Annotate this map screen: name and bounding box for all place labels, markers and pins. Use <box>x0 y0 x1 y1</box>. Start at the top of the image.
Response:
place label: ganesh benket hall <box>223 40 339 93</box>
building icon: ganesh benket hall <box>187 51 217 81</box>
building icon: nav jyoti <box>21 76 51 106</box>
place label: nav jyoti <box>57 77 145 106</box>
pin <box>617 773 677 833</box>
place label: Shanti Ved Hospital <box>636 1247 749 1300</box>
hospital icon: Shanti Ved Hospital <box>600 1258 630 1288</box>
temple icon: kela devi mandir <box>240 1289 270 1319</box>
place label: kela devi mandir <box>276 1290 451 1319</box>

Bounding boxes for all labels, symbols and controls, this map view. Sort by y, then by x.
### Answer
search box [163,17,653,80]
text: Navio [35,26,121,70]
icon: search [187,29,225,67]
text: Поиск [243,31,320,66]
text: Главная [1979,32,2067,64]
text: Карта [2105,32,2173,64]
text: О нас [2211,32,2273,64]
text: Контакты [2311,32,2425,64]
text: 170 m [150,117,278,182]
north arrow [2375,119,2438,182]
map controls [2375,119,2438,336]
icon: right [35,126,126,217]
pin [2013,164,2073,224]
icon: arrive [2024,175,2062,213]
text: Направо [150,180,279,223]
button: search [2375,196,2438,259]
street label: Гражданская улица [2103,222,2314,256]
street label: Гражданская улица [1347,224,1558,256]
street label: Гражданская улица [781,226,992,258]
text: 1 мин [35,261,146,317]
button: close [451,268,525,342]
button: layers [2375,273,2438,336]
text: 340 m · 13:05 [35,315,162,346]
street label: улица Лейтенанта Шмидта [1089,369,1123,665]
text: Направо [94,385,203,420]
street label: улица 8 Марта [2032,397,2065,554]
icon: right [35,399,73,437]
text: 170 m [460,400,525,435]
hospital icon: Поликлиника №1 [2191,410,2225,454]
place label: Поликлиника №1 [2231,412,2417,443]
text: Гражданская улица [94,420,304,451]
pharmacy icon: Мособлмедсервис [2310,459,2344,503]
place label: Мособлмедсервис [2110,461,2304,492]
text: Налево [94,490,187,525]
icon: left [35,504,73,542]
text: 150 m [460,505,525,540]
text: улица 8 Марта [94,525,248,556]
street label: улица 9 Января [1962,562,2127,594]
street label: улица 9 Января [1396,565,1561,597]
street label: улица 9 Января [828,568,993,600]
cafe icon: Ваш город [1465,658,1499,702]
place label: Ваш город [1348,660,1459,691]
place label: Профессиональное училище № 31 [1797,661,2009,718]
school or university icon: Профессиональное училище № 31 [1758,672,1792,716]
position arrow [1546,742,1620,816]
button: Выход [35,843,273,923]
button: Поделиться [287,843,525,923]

+ + +

Task objective:
Copy task. Give back the whole listing exactly as written.

Task solution:
Annotate this map screen: name and bounding box for all place labels, markers and pins. Use <box>x0 y0 x1 y1</box>. Start at the top of the image.
Response:
place label: ganesh benket hall <box>223 40 339 93</box>
building icon: ganesh benket hall <box>187 51 217 81</box>
building icon: nav jyoti <box>21 76 51 106</box>
place label: nav jyoti <box>57 77 145 106</box>
pin <box>617 773 677 833</box>
place label: Shanti Ved Hospital <box>636 1247 749 1300</box>
hospital icon: Shanti Ved Hospital <box>600 1258 630 1288</box>
temple icon: kela devi mandir <box>240 1289 270 1319</box>
place label: kela devi mandir <box>276 1290 451 1319</box>

Bounding boxes for all labels, symbols and controls, this map view. Sort by y, then by x.
### Answer
search box [163,17,653,80]
text: Navio [35,26,121,70]
icon: search [187,29,225,67]
text: Поиск [243,31,320,66]
text: Главная [1979,32,2067,64]
text: Карта [2105,32,2173,64]
text: О нас [2211,32,2273,64]
text: Контакты [2311,32,2425,64]
text: 170 m [150,117,278,182]
north arrow [2375,119,2438,182]
map controls [2375,119,2438,336]
icon: right [35,126,126,217]
pin [2013,164,2073,224]
icon: arrive [2024,175,2062,213]
text: Направо [150,180,279,223]
button: search [2375,196,2438,259]
street label: Гражданская улица [2103,222,2314,256]
street label: Гражданская улица [1347,224,1558,256]
street label: Гражданская улица [781,226,992,258]
text: 1 мин [35,261,146,317]
button: close [451,268,525,342]
button: layers [2375,273,2438,336]
text: 340 m · 13:05 [35,315,162,346]
street label: улица Лейтенанта Шмидта [1089,369,1123,665]
text: Направо [94,385,203,420]
street label: улица 8 Марта [2032,397,2065,554]
icon: right [35,399,73,437]
text: 170 m [460,400,525,435]
hospital icon: Поликлиника №1 [2191,410,2225,454]
place label: Поликлиника №1 [2231,412,2417,443]
text: Гражданская улица [94,420,304,451]
pharmacy icon: Мособлмедсервис [2310,459,2344,503]
place label: Мособлмедсервис [2110,461,2304,492]
text: Налево [94,490,187,525]
icon: left [35,504,73,542]
text: 150 m [460,505,525,540]
text: улица 8 Марта [94,525,248,556]
street label: улица 9 Января [1962,562,2127,594]
street label: улица 9 Января [1396,565,1561,597]
street label: улица 9 Января [828,568,993,600]
cafe icon: Ваш город [1465,658,1499,702]
place label: Ваш город [1348,660,1459,691]
place label: Профессиональное училище № 31 [1797,661,2009,718]
school or university icon: Профессиональное училище № 31 [1758,672,1792,716]
position arrow [1546,742,1620,816]
button: Выход [35,843,273,923]
button: Поделиться [287,843,525,923]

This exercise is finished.